When Ray first got a tablet a couple of years back, he had fun posting short videos and selfies on a regular basis on his Facebook feed. However, in recent months, his Facebook posts started to noticeably taper off and I had the feeling that something was wrong. The last time I saw him was in June of this year when he was at Chatham’s Saltwater Sounds to launch his most recent book Through Sunlight and Shadows which would prove to be his swan song.
My introduction to Ray’s books is quite recent, after my move to New Brunswick from Ontario in 2008. My wife and I were in Bathurst where the SPCA there runs a used bookstore. On the table, as I entered was an older softcover book with a photo of Newcastle’s Black Horse Tavern on the front. Having an interest in local authors wherever I travel, I picked the book up for a few dollars and brought it home. I set it aside and later took it on a small vacation to the Bay of Fundy. “They Come Here to Die,” the first story, had me hooked on Ray’s style from the beginning. The two characters, Ralph and Danny are aimless, penniless and bored with living in Bannonbridge (the fictional name for Ray’s Chatham). All they want to do is drink, and they dream of going to Toronto where they can make some money and have a life, or so they believe. In Ralph’s threadbare, chilly rented room in an old house, they make their utopian plans:
They heard the sound of slow feet shuffling in the hall, passing the door and ascending the stairs. They listened until the footsteps were gone.
“Another old man,” muttered Ralph. “This house is full of old men, they all come here to die. I shouldn’t be here. I’m not an old man. I don’t belong here.”
He picked up his trumpet and blew a deafening defiant blast. A sharp knocking sounded on the wall.
“Who’s that?” said Danny.
Another old man. Or maybe it’s an old woman. They don’t like to hear me playing at night – or anytime for that matter. They want to die quietly.”
What we need – we gotta get out of here, that’s what,” said Danny. “I mean out of town. We’re both wasting our talents here, especially you, not so much me since I don’t have any, but I’m getting sick of this place. I’ll never get anywhere in a dump like this. We should just get up and get the hell out, just like that. No wasting time.”
“Where would we go?”
“Anywhere. Montreal. No, Toronto’d be better. Montreal’s full of crazy Frenchmen, we’d never get along. Toronto.”
“You can’t go anywhere without money. How would we get there? What would we live on?”

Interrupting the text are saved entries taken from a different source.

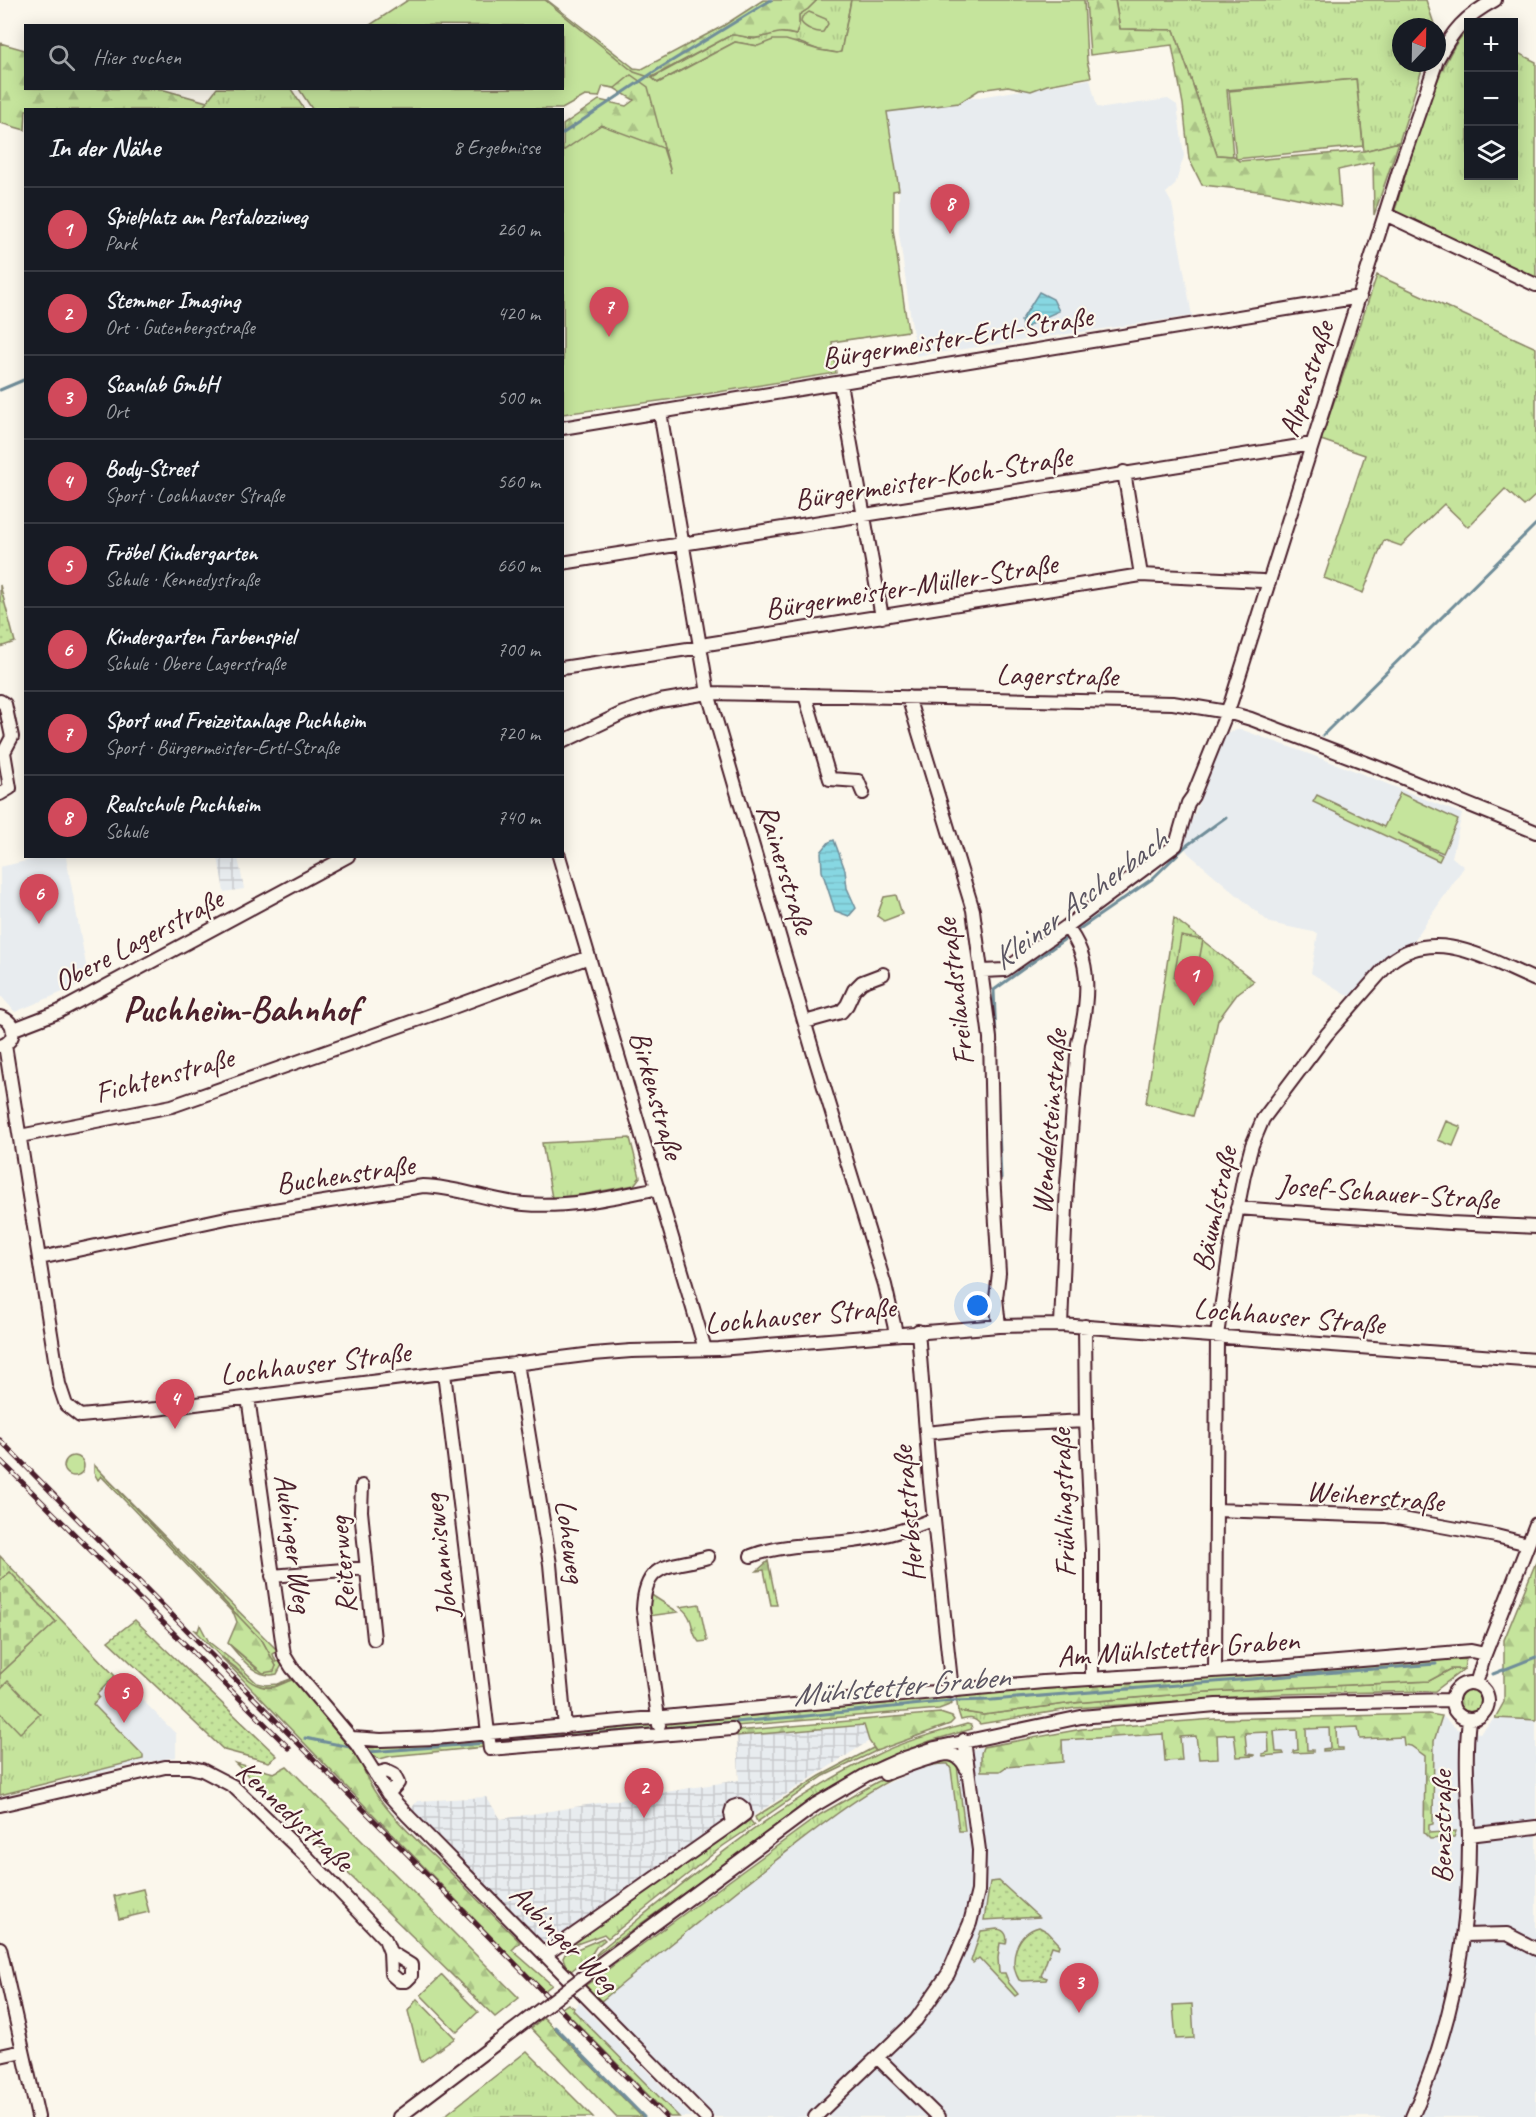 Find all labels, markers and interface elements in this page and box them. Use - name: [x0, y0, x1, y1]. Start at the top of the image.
- north arrow: [1392, 18, 1446, 72]
- map controls: [1464, 18, 1518, 180]
- button: +: [1464, 18, 1518, 72]
- search box: [24, 24, 564, 90]
- icon: search: [45, 41, 78, 74]
- text: Hier suchen: [93, 43, 181, 71]
- button: −: [1464, 72, 1518, 126]
- button: layers: [1464, 126, 1518, 180]
- text: In der Nähe: [48, 131, 160, 164]
- text: 8 Ergebnisse: [453, 135, 540, 160]
- pin: 8: [930, 184, 970, 234]
- text: Spielplatz am Pestalozziweg: [105, 203, 307, 231]
- text: 1: [63, 217, 72, 242]
- text: 260 m: [497, 217, 540, 242]
- text: Park: [105, 231, 137, 256]
- text: Stemmer Imaging: [105, 287, 240, 315]
- pin: 7: [590, 288, 628, 337]
- street label: Bürgermeister-Ertl-Straße: [819, 296, 1097, 377]
- text: 2: [63, 301, 72, 326]
- text: 420 m: [497, 301, 540, 326]
- street label: Alpenstraße: [1269, 314, 1343, 442]
- text: Ort · Gutenbergstraße: [105, 315, 255, 340]
- text: Scanlab GmbH: [105, 371, 218, 399]
- text: 3: [63, 385, 72, 410]
- text: 500 m: [497, 385, 540, 410]
- text: Ort: [105, 399, 129, 424]
- street label: Bürgermeister-Koch-Straße: [792, 437, 1077, 519]
- text: Body-Street: [105, 455, 197, 483]
- text: 4: [63, 469, 72, 494]
- text: 560 m: [497, 469, 540, 494]
- text: Sport · Lochhauser Straße: [105, 483, 284, 508]
- text: Fröbel Kindergarten: [105, 539, 257, 567]
- street label: Bürgermeister-Müller-Straße: [762, 544, 1062, 628]
- text: 5: [63, 553, 72, 578]
- text: 660 m: [497, 553, 540, 578]
- text: Schule · Kennedystraße: [105, 567, 259, 592]
- text: Kindergarten Farbenspiel: [105, 623, 295, 651]
- text: 6: [63, 637, 72, 662]
- text: 700 m: [497, 637, 540, 662]
- text: Schule · Obere Lagerstraße: [105, 651, 286, 676]
- street label: Lagerstraße: [996, 655, 1121, 695]
- text: Sport und Freizeitanlage Puchheim: [105, 707, 365, 735]
- text: 7: [63, 721, 72, 746]
- text: 720 m: [497, 721, 540, 746]
- text: Sport · Bürgermeister-Ertl-Straße: [105, 735, 339, 760]
- text: Realschule Puchheim: [105, 791, 260, 819]
- street label: Rainerstraße: [748, 799, 824, 941]
- text: 8: [63, 805, 72, 830]
- text: 740 m: [497, 805, 540, 830]
- text: Schule: [105, 819, 148, 844]
- water label: Kleiner Ascherbach: [983, 819, 1177, 979]
- pin: 6: [20, 874, 58, 924]
- street label: Obere Lagerstraße: [47, 878, 231, 1001]
- street label: Freilandstraße: [927, 914, 983, 1068]
- pin: 1: [1174, 956, 1214, 1006]
- district label: Puchheim-Bahnhof: [123, 986, 367, 1032]
- street label: Wendelsteinstraße: [1022, 1026, 1076, 1216]
- street label: Birkenstraße: [621, 1027, 694, 1166]
- street label: Fichtenstraße: [91, 1038, 240, 1112]
- street label: Bäumlstraße: [1182, 1141, 1246, 1275]
- street label: Buchenstraße: [273, 1145, 419, 1202]
- street label: Josef-Schauer-Straße: [1274, 1165, 1502, 1219]
- street label: Lochhauser Straße: [703, 1288, 899, 1342]
- street label: Lochhauser Straße: [1192, 1289, 1388, 1343]
- your location: [963, 1291, 992, 1320]
- street label: Lochhauser Straße: [218, 1332, 415, 1394]
- pin: 4: [156, 1380, 195, 1429]
- street label: Frühlingstraße: [1041, 1426, 1085, 1578]
- street label: Herbststraße: [883, 1442, 933, 1584]
- street label: Weiherstraße: [1305, 1471, 1447, 1521]
- street label: Aubinger Weg: [266, 1472, 323, 1617]
- street label: Johannisweg: [413, 1490, 467, 1622]
- street label: Loheweg: [546, 1497, 596, 1587]
- street label: Reiterweg: [319, 1513, 365, 1615]
- street label: Am Mühlstetter Graben: [1056, 1620, 1302, 1675]
- water label: Mühlstetter Graben: [791, 1655, 1013, 1715]
- pin: 5: [104, 1674, 144, 1723]
- street label: Kennedystraße: [228, 1752, 363, 1882]
- pin: 2: [624, 1768, 664, 1818]
- street label: Benzstraße: [1422, 1768, 1460, 1883]
- street label: Aubinger Weg: [502, 1876, 628, 2002]
- pin: 3: [1060, 1964, 1098, 2013] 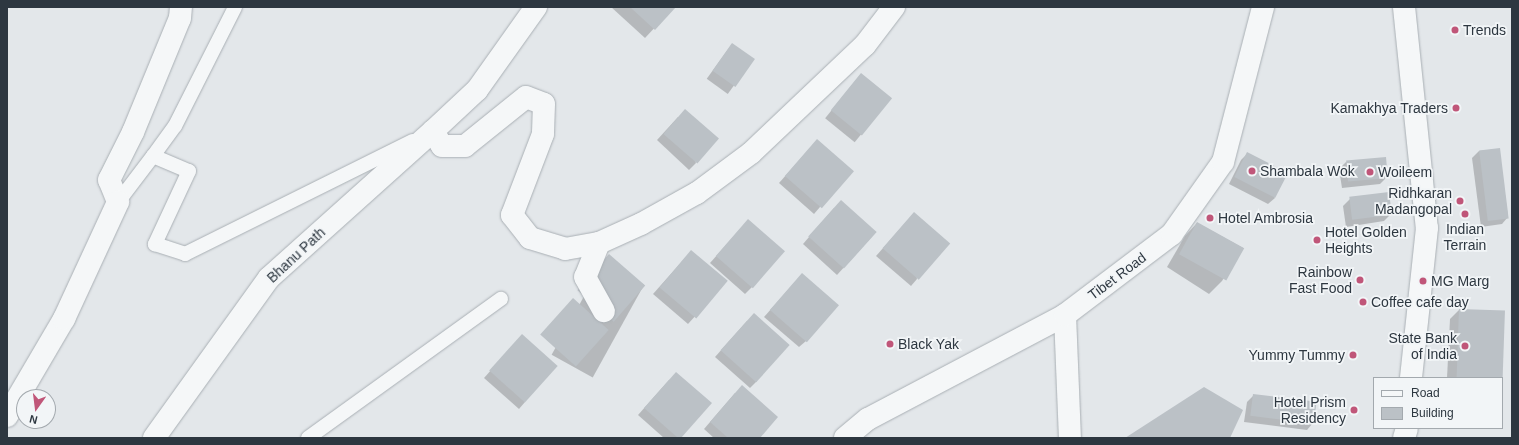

“It wouldn’t take much. I could probably steal enough off the old man. We get a train up, then we get a job, we’d soon be living pretty good. The booze is cheaper too. Lots of broads around, be no problem.”
It was the sheer hopelessness of their present situation (partly because of their addiction to alcohol, coupled with their unemployability) yet, they still felt things would be different in a big city but really it was a pipe dream that neither one could attain, nor would they ever. Later Ray would write of young Walt Macbride’s foray to Toronto accompanied by his friend Sully. That didn’t pan out as planned and they hitchhiked all the way back east to New Brunswick. (Later, I was pleased to discover that the first edition (1972) of The Black Horse Tavern was quite rare. I had it signed by Ray the first time I met him, in 2009 when he launched In Another Life.)
Essentially, all of Ray’s fiction was semi-autobiographical, Walt Macbride being Ray’s incarnation in his stories, and other characters such as Sully and Ralph were based on people he knew and grew up with. Ray’s stories (and his early years) are like the flip side to Wayne Curtis’ upbringing in the rural up-river villages and settlements of the Miramichi. Ray was a city boy, Wayne the country boy, spending his days on the farm and fishing the river.
Awards and Recognition
As well as the Order of New Brunswick and an honorary degree from St. Thomas University, Ray was the recipient of New Brunswick’s inaugural Lieutenant-Governor’s Award for High Achievement in English-Language Literary Arts in 2009. His book The Bannonbridge Musicians was runner-up for the 1978 Governor General’s Literary Award for Fiction. In 2007, When the Earth Was Flat earned The Bernell MacDonald Prize as well as the Lion’s Head Best Book of the Year Award. Five of his books are listed in the 2009 publication, Atlantic Canada’s 100 Greatest Books, a distinction shared by only three other authors. In 2018, he was awarded the Senate Sesquicentennial Medal.
I was fortunate to have met the man who lived such a full life, who even managed to cheat death a few times, and was able to author many works of fiction, poetry, and non-fiction. My own collection has a few gaps in it that I would like to fill, and thankfully Ray was able to revise and update some of his earlier works, which were published by Lion’s Head Press. Here is the link to my reviews of several of Ray’s books as well as an interview with him from 2016: http://miramichireader.ca/category/atlantic-canada/new-brunswick/miramichi/raymond-fraser/
I should mention that Ray was very helpful in getting The Miramchi Reader off to a good start, for which I will always be grateful. He was kind enough to share my reviews of his books on social media and, from time to time, on his personal blog.
Senator David Adams Richards called him “one of the great independent writers” in the country.
If you’ve never read one of Ray’s books, I encourage you to pick one up. Goodbye, Raymond Fraser, and thanks for all the books!